For the other DMT most people seroconverted to become positive.
However the data said that people using astrazeneca vaccine had fat calf’s
So it indicates that the AZ induces lower levels of antibodies than the RNA vaccines like pfizer. To me….. if Boosters are going to happen then is says something. If you took ocrelizumab and fingolimod it does not seem to matter what vaccine you got they were both pretty bad, in terms of generating an antibody response
Can we optimize the vaccine response in the people making a poor vaccine antibody response? The data/paper says no. But I dont believe this….but it is not going to be straight forward. However, the question we have to ask is, is this worth it? ProfK says “you may have to face the music” and accept this potential problem.
Tallantyre et al. COVID-19 vaccine response in people with multiple sclerosi .doi: https://doi.org/10.1101/2021.07.31.21261326
Objective To investigate the effect of disease modifying therapies on serological response to SARS-CoV2 vaccines in people with multiple sclerosis
Methods 473 people with multiple sclerosis from 5 centres provided one or more dried blood spot samples and questionnaires about COVID-19. Information about disease and drug history was extracted from their medical records.
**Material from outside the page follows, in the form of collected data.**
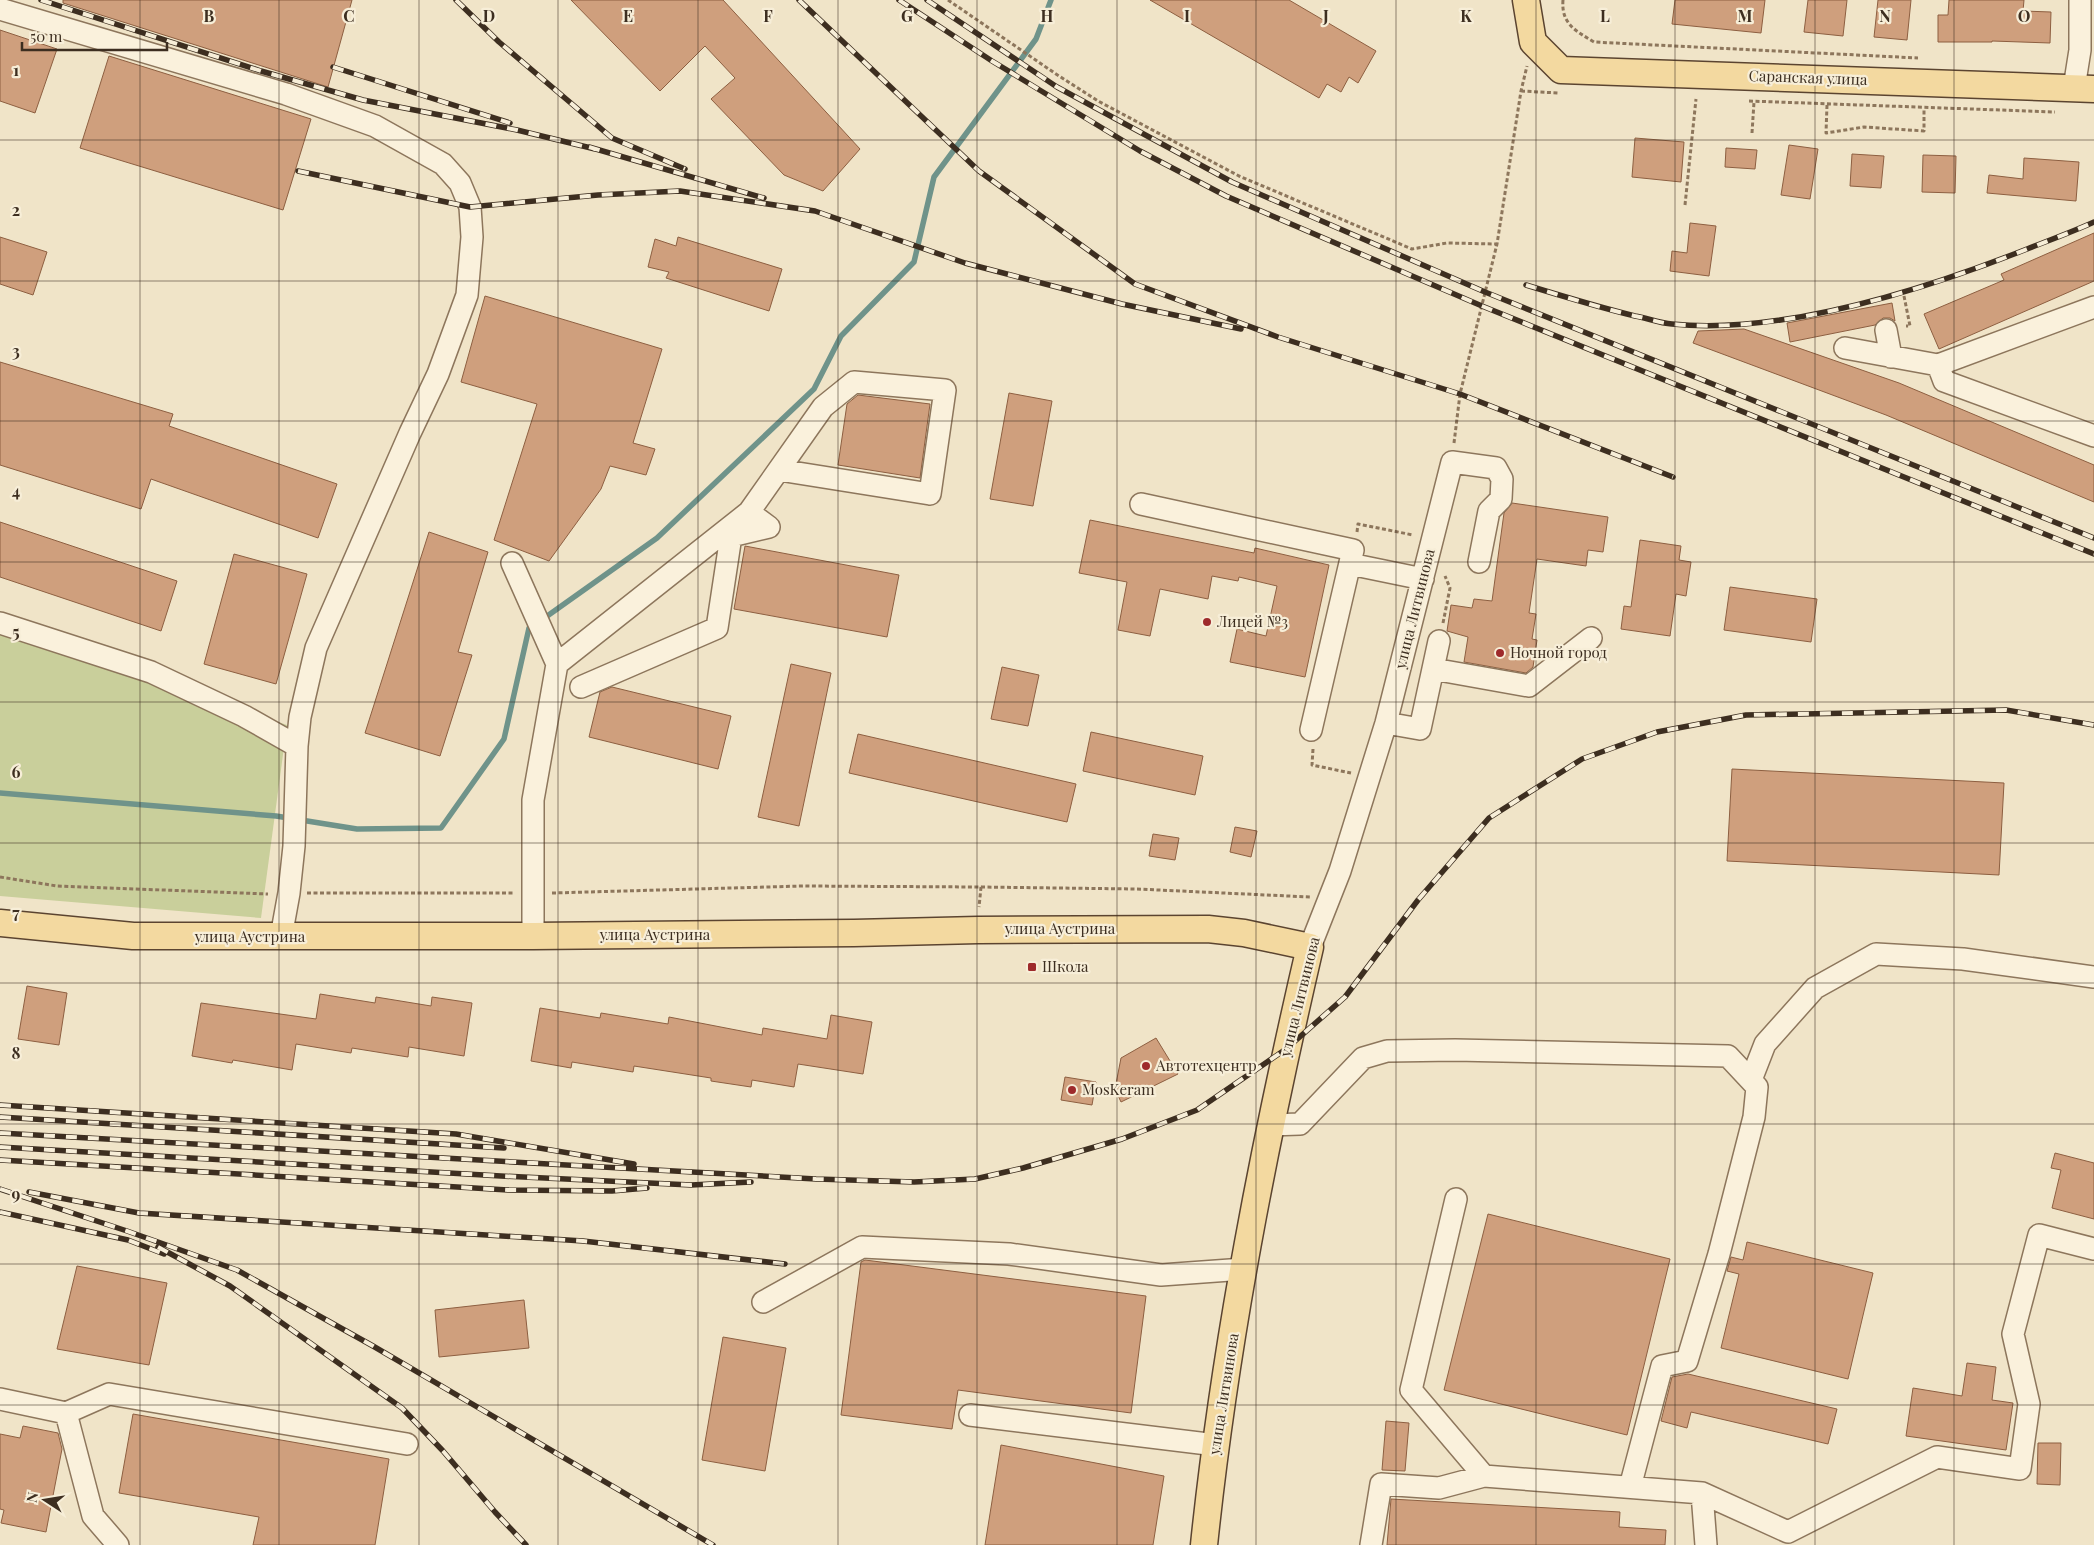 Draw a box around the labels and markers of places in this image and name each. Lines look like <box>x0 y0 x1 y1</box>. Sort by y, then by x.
place label: Лицей №3 <box>1216 611 1288 631</box>
marker: Лицей №3 <box>1201 616 1213 628</box>
place label: Ночной город <box>1510 642 1607 662</box>
marker: Ночной город <box>1494 647 1506 659</box>
place label: Школа <box>1042 956 1089 976</box>
marker: Школа <box>1026 961 1038 973</box>
place label: Автотехцентр <box>1155 1055 1257 1075</box>
marker: Автотехцентр <box>1140 1060 1152 1072</box>
place label: MosKeram <box>1082 1079 1155 1099</box>
marker: MosKeram <box>1066 1084 1078 1096</box>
Dried blood spots were eluted and tested for antibodies to SARS-CoV2 receptor binding domain. Seropositivity was expressed according to validated cut-off indices. Antibody titers were partitioned into tertiles using data from people on no disease modifying therapy as a reference. We calculated the odds ratio of seroconversion (Univariate logistic regression) and compared quantitative vaccine response (Kruskal Wallis) following SARS-CoV2 vaccine according to disease modifying therapy. We used regression modelling to explore the effect of factors including vaccine timing, treatment duration, age, vaccine type and lymphocyte count on vaccine response.
Results Compared to no disease modifying therapy, the use of anti-CD20 monoclonal antibodies (odds ratio 0.03; 95% confidence interval 0.01-0.06, p<0.001) and fingolimod (odds ratio 0.41; 95% confidence interval 0.01-0.12) were associated with lower seroconversion following SARS-CoV2 vaccine. All other drug groups did not differ significantly from the untreated cohort. Time since last anti-CD20 treatment and total time on treatment were significantly related with response to vaccination. Vaccine type significantly predicted seroconversion, but not in those on anti-CD20 medications.
Interpretation Some disease modifying therapies carry a risk of attenuated response to SARS-CoV2 vaccination in people with MS. We provide recommendations for the practical management of this patient group.
General Disclaimer: Please note that the opinions expressed here are those of the author and do not necessarily reflect the positions of the Barts and The London School of Medicine and Dentistry nor Barts Health NHS Trust and are not meant to be interpreted as personal clinical advice.